Depok – Ratusan lansia di Balai Purnomo, Universitas Indonesia, mendapatkan pendampingan khusus untuk menghadapi masa tua yang mandiri dan sejahtera melalui program People of Purpose: Together for the Golden Age.
Kegiatan yang diinisiasi oleh Bank DBS Indonesia dan DBS Foundation ini menjadi langkah nyata perusahaan dalam merespons fenomena ageing population yang kini mencapai 11,97 persen dari total penduduk Indonesia.
Para peserta yang berusia 65 hingga 90 tahun diajak mengikuti serangkaian aktivitas interaktif yang terbagi dalam kelompok Bahagia, Sehat, dan Berdaya.

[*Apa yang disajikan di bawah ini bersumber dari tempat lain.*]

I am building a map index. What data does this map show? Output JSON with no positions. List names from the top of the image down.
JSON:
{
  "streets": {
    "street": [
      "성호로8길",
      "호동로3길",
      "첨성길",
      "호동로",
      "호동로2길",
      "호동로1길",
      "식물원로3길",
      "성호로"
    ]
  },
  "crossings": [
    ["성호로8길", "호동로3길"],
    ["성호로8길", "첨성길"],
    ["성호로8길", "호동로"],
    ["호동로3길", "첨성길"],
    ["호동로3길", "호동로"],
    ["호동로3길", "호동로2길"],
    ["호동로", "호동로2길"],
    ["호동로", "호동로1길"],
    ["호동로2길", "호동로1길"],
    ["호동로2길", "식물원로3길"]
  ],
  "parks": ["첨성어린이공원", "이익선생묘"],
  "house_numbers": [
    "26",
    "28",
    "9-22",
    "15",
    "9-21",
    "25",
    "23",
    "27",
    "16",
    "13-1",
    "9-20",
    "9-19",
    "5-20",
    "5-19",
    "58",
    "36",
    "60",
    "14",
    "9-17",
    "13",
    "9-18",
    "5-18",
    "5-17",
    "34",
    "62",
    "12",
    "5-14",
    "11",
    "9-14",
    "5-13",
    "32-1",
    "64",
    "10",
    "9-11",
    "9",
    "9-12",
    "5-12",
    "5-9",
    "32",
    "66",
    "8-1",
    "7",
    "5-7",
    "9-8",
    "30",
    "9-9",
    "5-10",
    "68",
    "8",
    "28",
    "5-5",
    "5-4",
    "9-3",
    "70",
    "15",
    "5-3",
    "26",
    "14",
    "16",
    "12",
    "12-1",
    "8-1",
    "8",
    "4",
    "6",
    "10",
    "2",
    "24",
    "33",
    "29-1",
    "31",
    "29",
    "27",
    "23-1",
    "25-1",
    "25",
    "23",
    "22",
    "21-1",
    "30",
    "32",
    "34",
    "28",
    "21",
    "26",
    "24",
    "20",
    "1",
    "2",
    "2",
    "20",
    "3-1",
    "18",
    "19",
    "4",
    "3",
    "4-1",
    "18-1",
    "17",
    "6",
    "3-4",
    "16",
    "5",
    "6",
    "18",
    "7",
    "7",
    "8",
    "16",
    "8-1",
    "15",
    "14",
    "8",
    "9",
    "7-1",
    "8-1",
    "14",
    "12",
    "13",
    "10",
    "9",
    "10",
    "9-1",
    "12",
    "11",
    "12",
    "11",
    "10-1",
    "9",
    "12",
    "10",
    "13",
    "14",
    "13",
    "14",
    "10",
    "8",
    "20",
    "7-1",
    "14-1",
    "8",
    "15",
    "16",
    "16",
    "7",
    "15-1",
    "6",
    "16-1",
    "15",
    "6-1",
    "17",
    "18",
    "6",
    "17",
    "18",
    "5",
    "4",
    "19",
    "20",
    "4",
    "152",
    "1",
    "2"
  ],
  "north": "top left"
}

President Director PT Bank DBS Indonesia, Lim Chu Chong, menekankan pentingnya kolaborasi multisektor untuk memastikan ketahanan finansial dan kesejahteraan para lansia di tengah perubahan demografi.
“Kolaborasi multisektor diperlukan agar masyarakat dapat menghadapi masa tua dengan lebih siap dan sejahtera, termasuk dengan ketahanan finansial yang baik,” ujar Lim Chu Chong.
Dalam sesi edukasi, para lansia dibekali literasi keuangan digital untuk menghindari berbagai modus penipuan yang marak terjadi saat ini.
Selain aspek finansial, kegiatan ini juga menyentuh sisi kesehatan mental dan fisik melalui lokakarya kreativitas serta sesi kebugaran tubuh.
Head of Group Strategic Marketing & Communications PT Bank DBS Indonesia, Mona Monika, menegaskan bahwa program ini merupakan komitmen berkelanjutan perusahaan dalam menghadapi realitas sosial.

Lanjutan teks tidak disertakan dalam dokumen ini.